* _INSTRUCTIONS FOR THE TASK_:
Transcribe the listing exactly, leaving out every picture.

* _MATERIAL PROVIDED_:

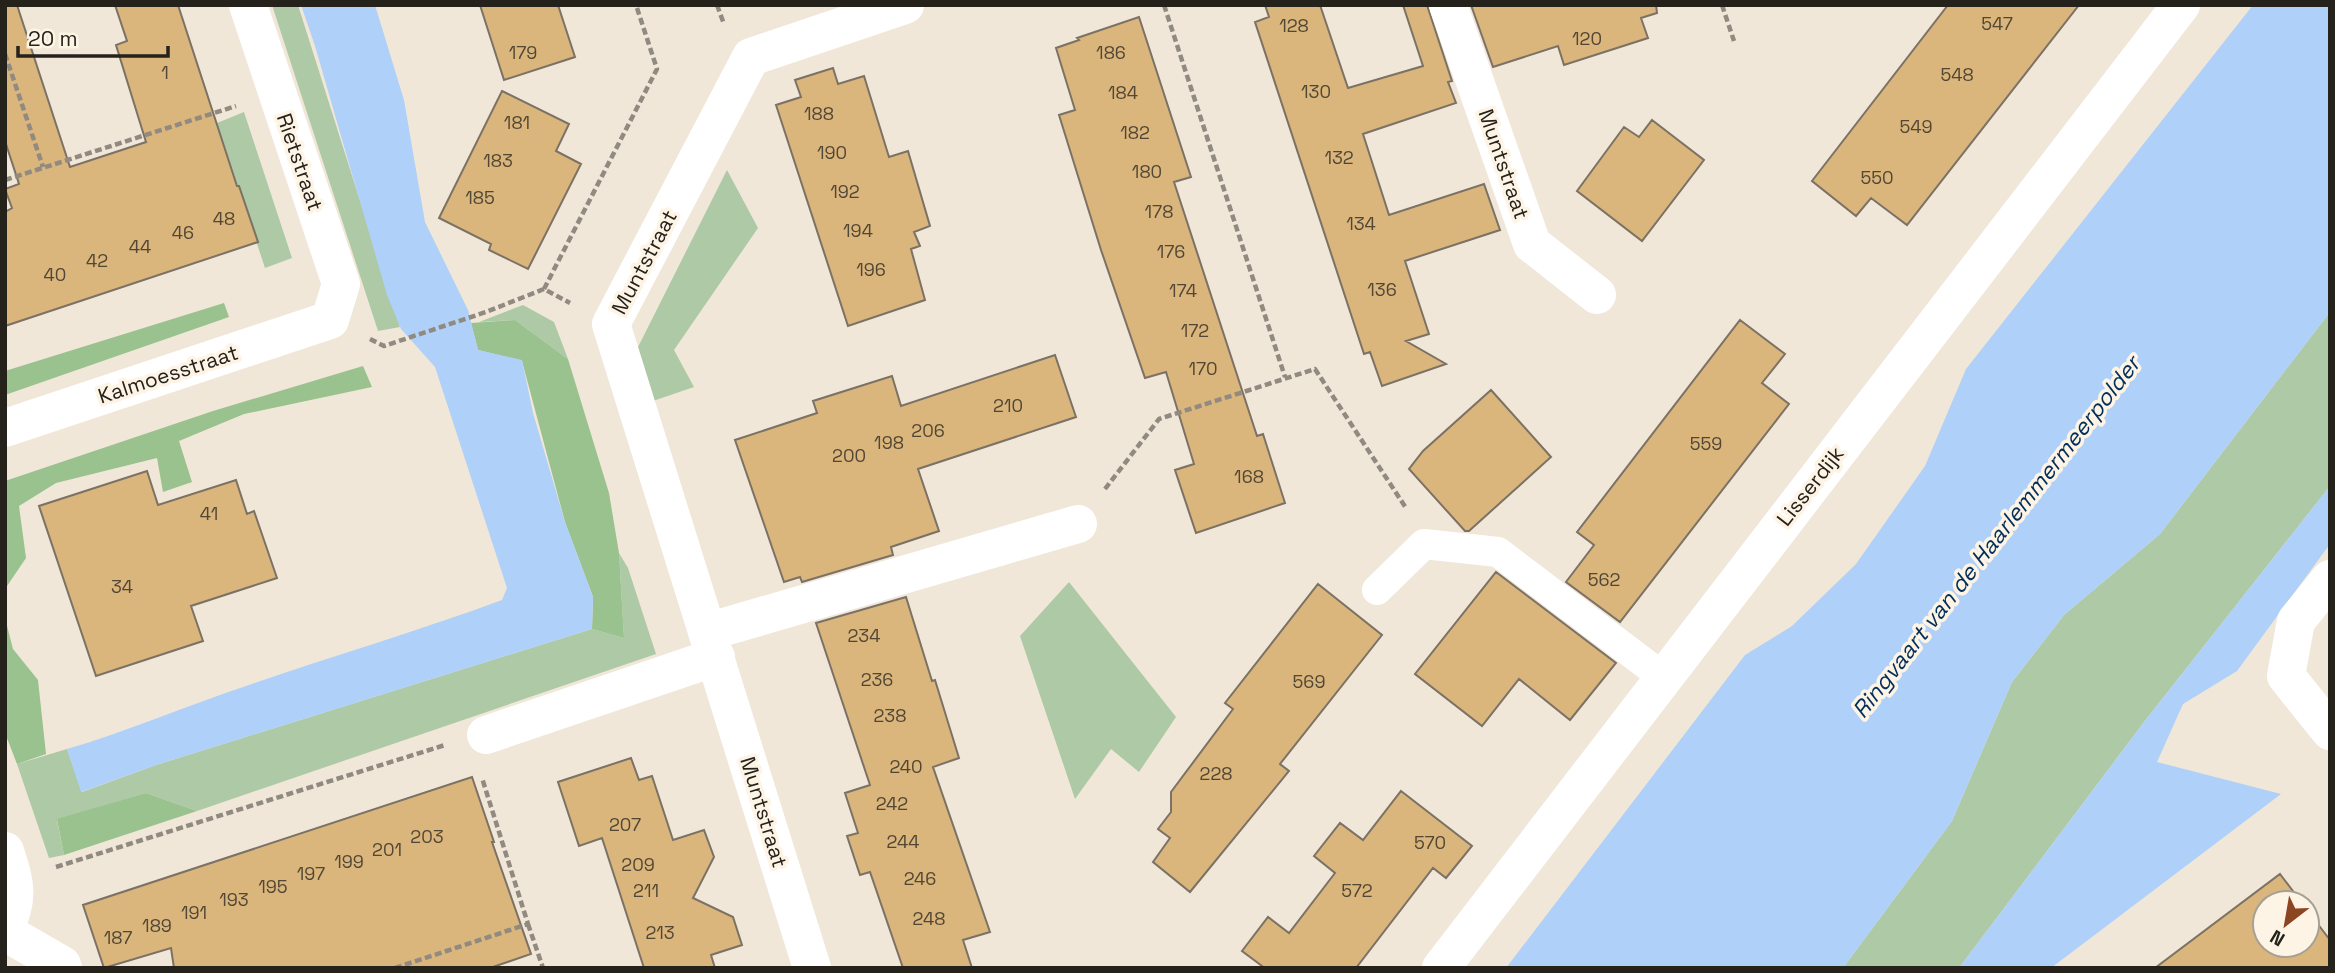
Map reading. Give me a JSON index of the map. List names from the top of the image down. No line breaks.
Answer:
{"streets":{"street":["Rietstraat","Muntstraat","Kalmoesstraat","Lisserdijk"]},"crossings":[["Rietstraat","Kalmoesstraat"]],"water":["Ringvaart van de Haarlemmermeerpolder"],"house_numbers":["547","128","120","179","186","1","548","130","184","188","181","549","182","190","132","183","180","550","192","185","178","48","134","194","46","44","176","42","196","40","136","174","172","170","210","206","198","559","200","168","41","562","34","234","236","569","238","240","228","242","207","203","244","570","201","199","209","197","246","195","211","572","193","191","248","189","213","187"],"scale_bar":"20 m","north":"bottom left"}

* _RESPONSE TO THE EXERCISE_:
Map reading. Give me a JSON index of the map. List names from the top of the image down. No line breaks.
Answer:
{"streets":{"street":["Rietstraat","Muntstraat","Kalmoesstraat","Lisserdijk"]},"crossings":[["Rietstraat","Kalmoesstraat"]],"water":["Ringvaart van de Haarlemmermeerpolder"],"house_numbers":["547","128","120","179","186","1","548","130","184","188","181","549","182","190","132","183","180","550","192","185","178","48","134","194","46","44","176","42","196","40","136","174","172","170","210","206","198","559","200","168","41","562","34","234","236","569","238","240","228","242","207","203","244","570","201","199","209","197","246","195","211","572","193","191","248","189","213","187"],"scale_bar":"20 m","north":"bottom left"}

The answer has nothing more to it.